(Collected data)

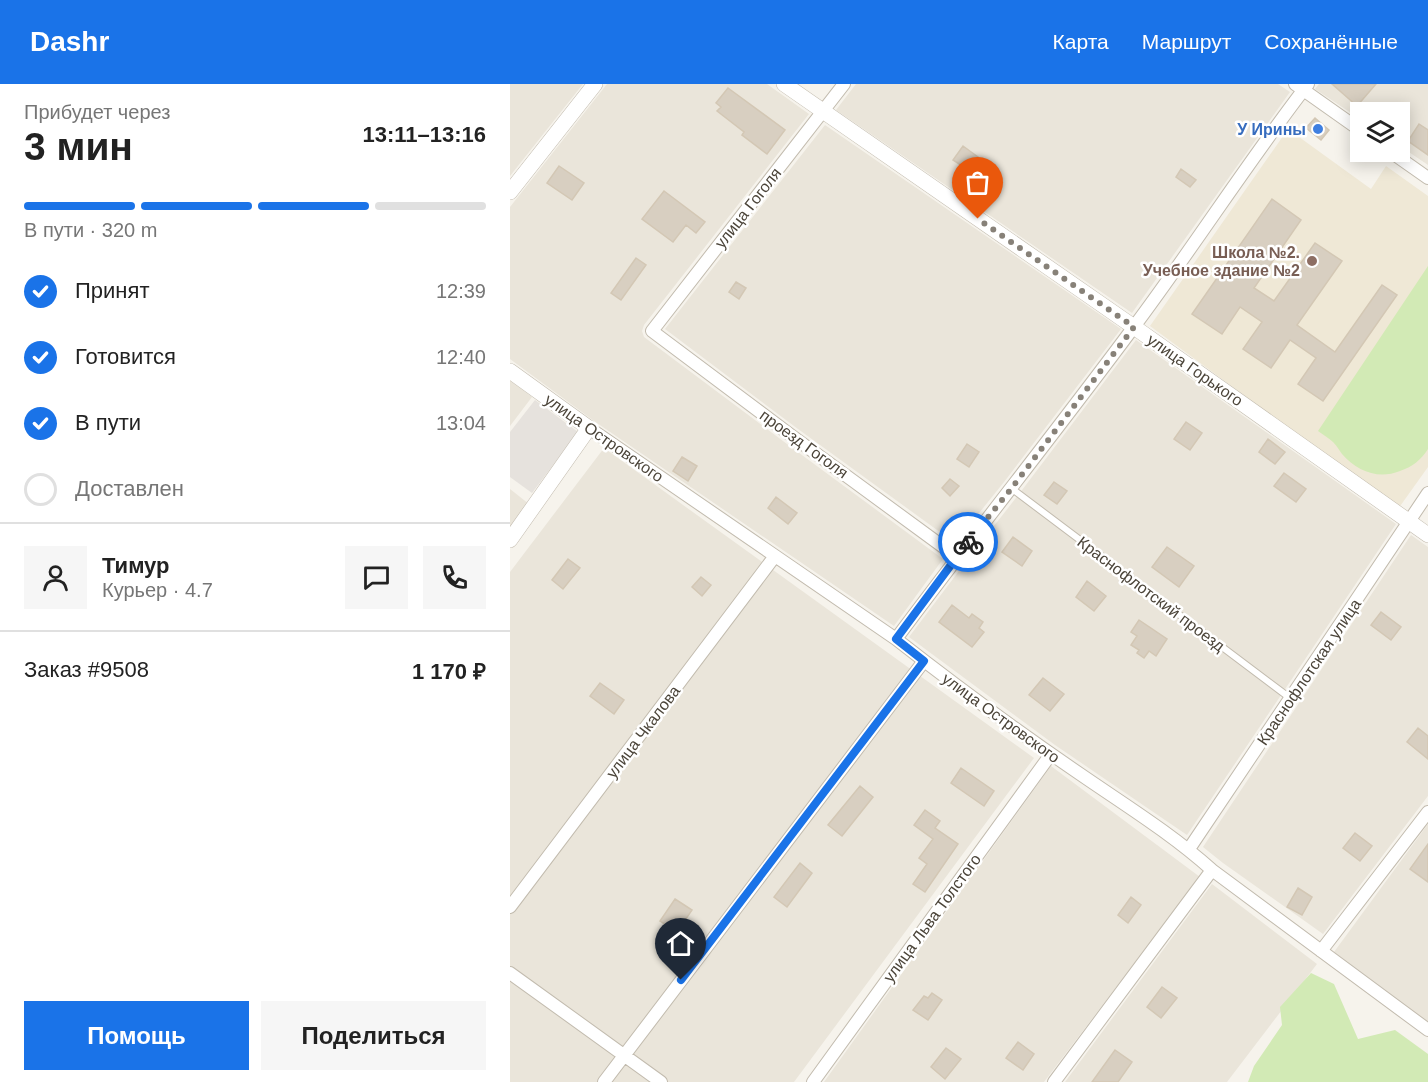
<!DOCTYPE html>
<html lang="ru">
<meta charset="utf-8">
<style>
:root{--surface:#fff;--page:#f6f6f6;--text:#222;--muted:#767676;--line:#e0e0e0;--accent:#1a73e8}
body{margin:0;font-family:Helvetica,sans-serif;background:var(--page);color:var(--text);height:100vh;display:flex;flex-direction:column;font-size:22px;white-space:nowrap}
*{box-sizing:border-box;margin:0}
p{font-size:20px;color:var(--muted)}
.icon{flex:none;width:33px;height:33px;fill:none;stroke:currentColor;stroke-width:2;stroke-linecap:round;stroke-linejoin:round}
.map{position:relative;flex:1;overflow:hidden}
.panel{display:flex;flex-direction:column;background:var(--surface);width:510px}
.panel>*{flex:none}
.tools{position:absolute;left:840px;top:18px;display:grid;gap:12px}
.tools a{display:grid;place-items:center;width:60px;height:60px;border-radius:0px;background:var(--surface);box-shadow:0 3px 15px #0003;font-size:30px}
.pin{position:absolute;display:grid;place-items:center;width:51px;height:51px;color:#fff;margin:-62px -26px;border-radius:50% 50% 50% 0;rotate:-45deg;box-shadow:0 0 6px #0007}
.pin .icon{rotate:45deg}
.courier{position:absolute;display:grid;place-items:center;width:60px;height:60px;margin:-30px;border:4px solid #1a73e8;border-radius:50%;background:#fff;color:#222;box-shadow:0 2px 8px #0007}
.summary em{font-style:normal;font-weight:700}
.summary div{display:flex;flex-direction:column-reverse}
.summary{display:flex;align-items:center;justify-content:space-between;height:102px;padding:0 24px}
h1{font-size:39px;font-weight:700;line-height:45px}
.bar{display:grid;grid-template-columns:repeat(4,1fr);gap:9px 6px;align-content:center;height:72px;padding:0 24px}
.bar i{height:8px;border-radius:4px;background:var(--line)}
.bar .on{background:var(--accent)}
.bar p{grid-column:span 4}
.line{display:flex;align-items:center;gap:15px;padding:0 24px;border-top:2px solid var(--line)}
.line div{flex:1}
.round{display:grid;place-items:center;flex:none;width:63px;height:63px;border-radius:0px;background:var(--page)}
ol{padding:0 24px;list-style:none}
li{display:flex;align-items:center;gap:18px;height:66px}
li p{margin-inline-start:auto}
li .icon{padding:6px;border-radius:50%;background:var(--accent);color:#fff;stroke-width:4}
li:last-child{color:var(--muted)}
li i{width:33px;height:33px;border:3px solid var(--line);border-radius:50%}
.action{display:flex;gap:12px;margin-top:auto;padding:12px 24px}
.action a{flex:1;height:69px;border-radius:0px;background:var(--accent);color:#fff;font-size:24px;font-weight:700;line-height:69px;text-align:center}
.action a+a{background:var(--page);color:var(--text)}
header{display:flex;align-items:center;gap:36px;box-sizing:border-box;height:84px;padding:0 30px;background:var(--accent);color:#fff}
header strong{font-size:28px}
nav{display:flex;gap:33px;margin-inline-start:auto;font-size:21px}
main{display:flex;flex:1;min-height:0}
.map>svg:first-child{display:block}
.residential{fill:#eae5da}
.industrial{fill:#e6e2dd}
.education{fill:#efe8d6}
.green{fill:#d2eab5}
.building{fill:#d8cfc1;stroke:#d3c7b4;stroke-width:1.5}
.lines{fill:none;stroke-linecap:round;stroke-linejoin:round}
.service-casing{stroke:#c2bbae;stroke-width:8}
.minor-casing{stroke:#c2bbae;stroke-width:14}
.tertiary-casing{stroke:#c2bbae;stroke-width:16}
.service{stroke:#fff;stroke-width:6}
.minor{stroke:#fff;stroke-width:12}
.tertiary{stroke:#fff;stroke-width:15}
.done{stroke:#878178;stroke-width:6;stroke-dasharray:0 10.8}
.route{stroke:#1a73e8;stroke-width:8}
.shop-dot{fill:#3f7fe0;stroke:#fff;stroke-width:2}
.education-dot{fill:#8d6e63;stroke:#fff;stroke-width:2}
.labels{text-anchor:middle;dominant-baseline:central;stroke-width:5;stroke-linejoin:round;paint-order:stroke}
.shop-label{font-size:16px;font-weight:bold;fill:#366cbe;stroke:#fff;text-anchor:end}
.street-label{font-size:16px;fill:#4b4439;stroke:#fff}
.education-label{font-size:16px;font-weight:bold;fill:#785e54;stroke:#fff;text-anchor:end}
</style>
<header>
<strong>Dashr</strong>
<nav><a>Карта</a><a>Маршрут</a><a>Сохранённые</a></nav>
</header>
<main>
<section class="panel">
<div class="summary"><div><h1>3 мин</h1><p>Прибудет через</p></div><em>13:11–13:16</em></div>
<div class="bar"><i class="on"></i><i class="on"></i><i class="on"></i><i></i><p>В пути · 320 m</p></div>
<ol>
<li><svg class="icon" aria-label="check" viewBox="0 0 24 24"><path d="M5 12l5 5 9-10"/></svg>Принят<p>12:39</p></li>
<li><svg class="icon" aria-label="check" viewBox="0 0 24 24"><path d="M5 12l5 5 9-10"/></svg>Готовится<p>12:40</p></li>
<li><svg class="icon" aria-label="check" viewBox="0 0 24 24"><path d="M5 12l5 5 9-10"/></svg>В пути<p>13:04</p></li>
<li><i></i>Доставлен</li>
</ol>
<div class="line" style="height:108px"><a class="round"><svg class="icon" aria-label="person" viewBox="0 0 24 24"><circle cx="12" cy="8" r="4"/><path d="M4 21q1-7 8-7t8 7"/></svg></a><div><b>Тимур</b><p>Курьер · 4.7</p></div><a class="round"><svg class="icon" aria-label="chat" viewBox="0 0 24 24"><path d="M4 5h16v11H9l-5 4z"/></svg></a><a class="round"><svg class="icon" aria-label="phone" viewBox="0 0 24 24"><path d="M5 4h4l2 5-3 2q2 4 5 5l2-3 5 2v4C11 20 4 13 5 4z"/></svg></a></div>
<div class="line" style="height:78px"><div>Заказ #9508</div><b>1 170 ₽</b></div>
<div class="action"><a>Помощь</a><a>Поделиться</a></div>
</section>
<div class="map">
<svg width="918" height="998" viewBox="0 0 918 998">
<rect width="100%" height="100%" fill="#f6f3ec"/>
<path class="residential" d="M 0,0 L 73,0 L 0,92 Z
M 97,0 L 257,0 L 299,30 L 134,241 L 132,247 L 134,253 L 277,360 L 433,475 L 384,542 L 84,337 L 0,275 L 0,123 Z
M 346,0 L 768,0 L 780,8 L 622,229 L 326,26 Z
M 809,0 L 918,0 L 918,81 L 890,62 L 890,28 L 850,28 L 850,35 L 805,5 Z
M 315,41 L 611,245 L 494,398 L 445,459 L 288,345 L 155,245 Z
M 626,256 L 886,440 L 677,751 L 545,661 L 399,553 L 455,479 L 509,410 Z
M 0,296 L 22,313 L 0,342 Z
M 94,364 L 524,674 L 284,998 L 0,998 L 0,488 Z
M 0,405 L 19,420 L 0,445 Z
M 901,451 L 918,463 L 918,712 L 813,850 L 713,779 L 693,763 Z
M 541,682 L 690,793 L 534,998 L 314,998 Z
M 918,740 L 918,938 L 824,868 Z
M 702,800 L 807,880 L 717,998 L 555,998 Z"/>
<path class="industrial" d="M 25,316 L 68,348 L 22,409 L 0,393 L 0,348 Z"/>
<path class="education" d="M 778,45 L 861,105 L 876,82 L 918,112 L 918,383 L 888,425 L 640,242 Z"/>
<path class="green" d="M 918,182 L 918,365 C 911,376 902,383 890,387 C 868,396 847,387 832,370 C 829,366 827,362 823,358 C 819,354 813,351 808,347 Z
M 801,889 L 824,900 L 848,955 L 885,946 L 918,970 L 918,998 L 738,998 L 744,982 L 772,941 L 770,923 Z"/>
<path class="building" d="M 822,0 L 866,0 L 847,22 Z
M 218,4 L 275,46 L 257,70 L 232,51 L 234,48 L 207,27 L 211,23 L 206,19 Z
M 805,34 L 819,46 L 811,56 L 796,44 Z
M 909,40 L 918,46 L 918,71 L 898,57 Z
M 453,62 L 472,76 L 463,89 L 443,76 Z
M 49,82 L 74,99 L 62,116 L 37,99 Z
M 671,85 L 686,96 L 680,103 L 666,93 Z
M 154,107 L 195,138 L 186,149 L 176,141 L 163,158 L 132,135 Z
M 762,115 L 791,136 L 744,204 L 764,217 L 805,159 L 832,177 L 787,241 L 825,268 L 872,201 L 887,211 L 813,317 L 788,300 L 806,274 L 780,256 L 761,284 L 733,265 L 752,238 L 730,223 L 712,250 L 682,230 Z
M 126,174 L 136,181 L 111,216 L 101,209 Z
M 226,198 L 236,204 L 229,215 L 219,208 Z
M 676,338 L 692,349 L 680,366 L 664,355 Z
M 758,355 L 775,368 L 765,380 L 749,368 Z
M 457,360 L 469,368 L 459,383 L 447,375 Z
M 172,373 L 187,382 L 178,397 L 163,387 Z
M 774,389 L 796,405 L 786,418 L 764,402 Z
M 440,395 L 449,402 L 440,412 L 432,404 Z
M 544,398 L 557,407 L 547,420 L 534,411 Z
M 266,413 L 287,429 L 278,440 L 258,424 Z
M 503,453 L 522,467 L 512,482 L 492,468 Z
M 657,463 L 684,482 L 669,503 L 642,483 Z
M 58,475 L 70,484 L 53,505 L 42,496 Z
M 191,493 L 201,501 L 192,512 L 182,503 Z
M 577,497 L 596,512 L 584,527 L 566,513 Z
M 442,521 L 459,534 L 462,530 L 473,538 L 469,544 L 474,548 L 462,563 L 429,538 Z
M 871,528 L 891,543 L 881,556 L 861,541 Z
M 629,536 L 657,555 L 646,572 L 639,567 L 634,574 L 627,569 L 629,566 L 621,561 L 627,552 L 621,548 Z
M 533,594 L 554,610 L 540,627 L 519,611 Z
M 90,599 L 114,616 L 104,630 L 80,612 Z
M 908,644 L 918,652 L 918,675 L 897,658 Z
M 451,684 L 484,707 L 474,722 L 441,699 Z
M 350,702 L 363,713 L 332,752 L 318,741 Z
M 415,726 L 430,737 L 425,744 L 448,760 L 415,808 L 403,800 L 417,780 L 409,774 L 423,755 L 404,741 Z
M 845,749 L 862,762 L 850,777 L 833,764 Z
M 918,760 L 918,798 L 900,785 Z
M 290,779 L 302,789 L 277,823 L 264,813 Z
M 788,804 L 802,813 L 792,831 L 777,823 Z
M 621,813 L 631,821 L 618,839 L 608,831 Z
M 165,815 L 182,826 L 167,848 L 150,837 Z
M 652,903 L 667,914 L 651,934 L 637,923 Z
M 422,909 L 432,916 L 418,936 L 403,926 L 414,912 L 418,914 Z
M 508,958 L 524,970 L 513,986 L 496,974 Z
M 436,964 L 451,975 L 435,995 L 421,983 Z
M 605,966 L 622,978 L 608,998 L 582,998 Z"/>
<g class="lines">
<g class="service-casing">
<path id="service" d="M 501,404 L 780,614"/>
</g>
<g class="minor-casing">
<path id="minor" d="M 334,0 L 142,247 L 282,352 L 447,473
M 785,0 L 850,46
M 881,68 L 918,94
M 79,344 L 386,555 C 446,602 507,647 570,690 C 615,721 662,750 702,786 L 918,946
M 386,555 C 464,450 545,349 623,244 C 683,164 737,79 798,0
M 679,765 L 918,409
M 0,823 L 265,472
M 811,867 L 918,728
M 0,889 L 151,998
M 94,998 L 414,577
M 303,998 L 541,670
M 544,998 L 702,786"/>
</g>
<g class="tertiary-casing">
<path id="tertiary" d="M 274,0 L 624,243 L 918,451
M 0,108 L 85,0
M 0,287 L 79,344 L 0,456"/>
</g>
<use href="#service" class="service"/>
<use href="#minor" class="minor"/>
<use href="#tertiary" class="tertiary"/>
</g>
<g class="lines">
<path class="done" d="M 458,458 L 501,405 L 624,243 L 468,135"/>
<path class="route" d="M 171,896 L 414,577 L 386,555 L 458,458"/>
</g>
<circle class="shop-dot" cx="808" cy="45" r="6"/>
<circle class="education-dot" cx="802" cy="177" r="6"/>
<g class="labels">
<g class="shop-label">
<text x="796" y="45">У Ирины</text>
</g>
<g class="street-label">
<text transform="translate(238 124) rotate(-52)">улица Гоголя</text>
<text transform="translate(685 286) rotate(35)">улица Горького</text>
<text transform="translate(94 354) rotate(35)">улица Островского</text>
<text transform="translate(294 360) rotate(36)">проезд Гоголя</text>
<text transform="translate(641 510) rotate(37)">Краснофлотский проезд</text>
<text transform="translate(799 588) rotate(-56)">Краснофлотская улица</text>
<text transform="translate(491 634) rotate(36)">улица Островского</text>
<text transform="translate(133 648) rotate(-53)">улица Чкалова</text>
<text transform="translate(422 834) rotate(-54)">улица Льва Толстого</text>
</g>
<g class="education-label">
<text x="790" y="168">Школа №2.<tspan x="790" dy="18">Учебное здание №2</tspan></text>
</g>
</g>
</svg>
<div class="tools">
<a><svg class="icon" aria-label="layers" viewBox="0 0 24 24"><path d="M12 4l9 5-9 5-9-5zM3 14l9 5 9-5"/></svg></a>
</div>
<div class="pin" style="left:468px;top:135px;background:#ea580c"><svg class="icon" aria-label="bag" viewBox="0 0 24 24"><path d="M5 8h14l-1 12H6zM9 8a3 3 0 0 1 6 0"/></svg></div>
<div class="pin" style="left:171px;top:896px;background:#1f2937"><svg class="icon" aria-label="home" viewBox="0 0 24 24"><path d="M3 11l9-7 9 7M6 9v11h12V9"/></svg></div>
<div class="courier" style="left:458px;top:458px"><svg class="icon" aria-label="bike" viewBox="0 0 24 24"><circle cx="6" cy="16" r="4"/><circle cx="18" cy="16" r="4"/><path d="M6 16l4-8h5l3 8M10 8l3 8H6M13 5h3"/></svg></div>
</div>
</main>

Work instructions:
Of the entries above, repeat exactly the lines between the line with "M 126,174 L 136,181 L 111,216 L 101,209 Z" and the line with "M 881,68 L 918,94", inclusive, and no others.

Reply:
M 126,174 L 136,181 L 111,216 L 101,209 Z
M 226,198 L 236,204 L 229,215 L 219,208 Z
M 676,338 L 692,349 L 680,366 L 664,355 Z
M 758,355 L 775,368 L 765,380 L 749,368 Z
M 457,360 L 469,368 L 459,383 L 447,375 Z
M 172,373 L 187,382 L 178,397 L 163,387 Z
M 774,389 L 796,405 L 786,418 L 764,402 Z
M 440,395 L 449,402 L 440,412 L 432,404 Z
M 544,398 L 557,407 L 547,420 L 534,411 Z
M 266,413 L 287,429 L 278,440 L 258,424 Z
M 503,453 L 522,467 L 512,482 L 492,468 Z
M 657,463 L 684,482 L 669,503 L 642,483 Z
M 58,475 L 70,484 L 53,505 L 42,496 Z
M 191,493 L 201,501 L 192,512 L 182,503 Z
M 577,497 L 596,512 L 584,527 L 566,513 Z
M 442,521 L 459,534 L 462,530 L 473,538 L 469,544 L 474,548 L 462,563 L 429,538 Z
M 871,528 L 891,543 L 881,556 L 861,541 Z
M 629,536 L 657,555 L 646,572 L 639,567 L 634,574 L 627,569 L 629,566 L 621,561 L 627,552 L 621,548 Z
M 533,594 L 554,610 L 540,627 L 519,611 Z
M 90,599 L 114,616 L 104,630 L 80,612 Z
M 908,644 L 918,652 L 918,675 L 897,658 Z
M 451,684 L 484,707 L 474,722 L 441,699 Z
M 350,702 L 363,713 L 332,752 L 318,741 Z
M 415,726 L 430,737 L 425,744 L 448,760 L 415,808 L 403,800 L 417,780 L 409,774 L 423,755 L 404,741 Z
M 845,749 L 862,762 L 850,777 L 833,764 Z
M 918,760 L 918,798 L 900,785 Z
M 290,779 L 302,789 L 277,823 L 264,813 Z
M 788,804 L 802,813 L 792,831 L 777,823 Z
M 621,813 L 631,821 L 618,839 L 608,831 Z
M 165,815 L 182,826 L 167,848 L 150,837 Z
M 652,903 L 667,914 L 651,934 L 637,923 Z
M 422,909 L 432,916 L 418,936 L 403,926 L 414,912 L 418,914 Z
M 508,958 L 524,970 L 513,986 L 496,974 Z
M 436,964 L 451,975 L 435,995 L 421,983 Z
M 605,966 L 622,978 L 608,998 L 582,998 Z"/>
<g class="lines">
<g class="service-casing">
<path id="service" d="M 501,404 L 780,614"/>
</g>
<g class="minor-casing">
<path id="minor" d="M 334,0 L 142,247 L 282,352 L 447,473
M 785,0 L 850,46
M 881,68 L 918,94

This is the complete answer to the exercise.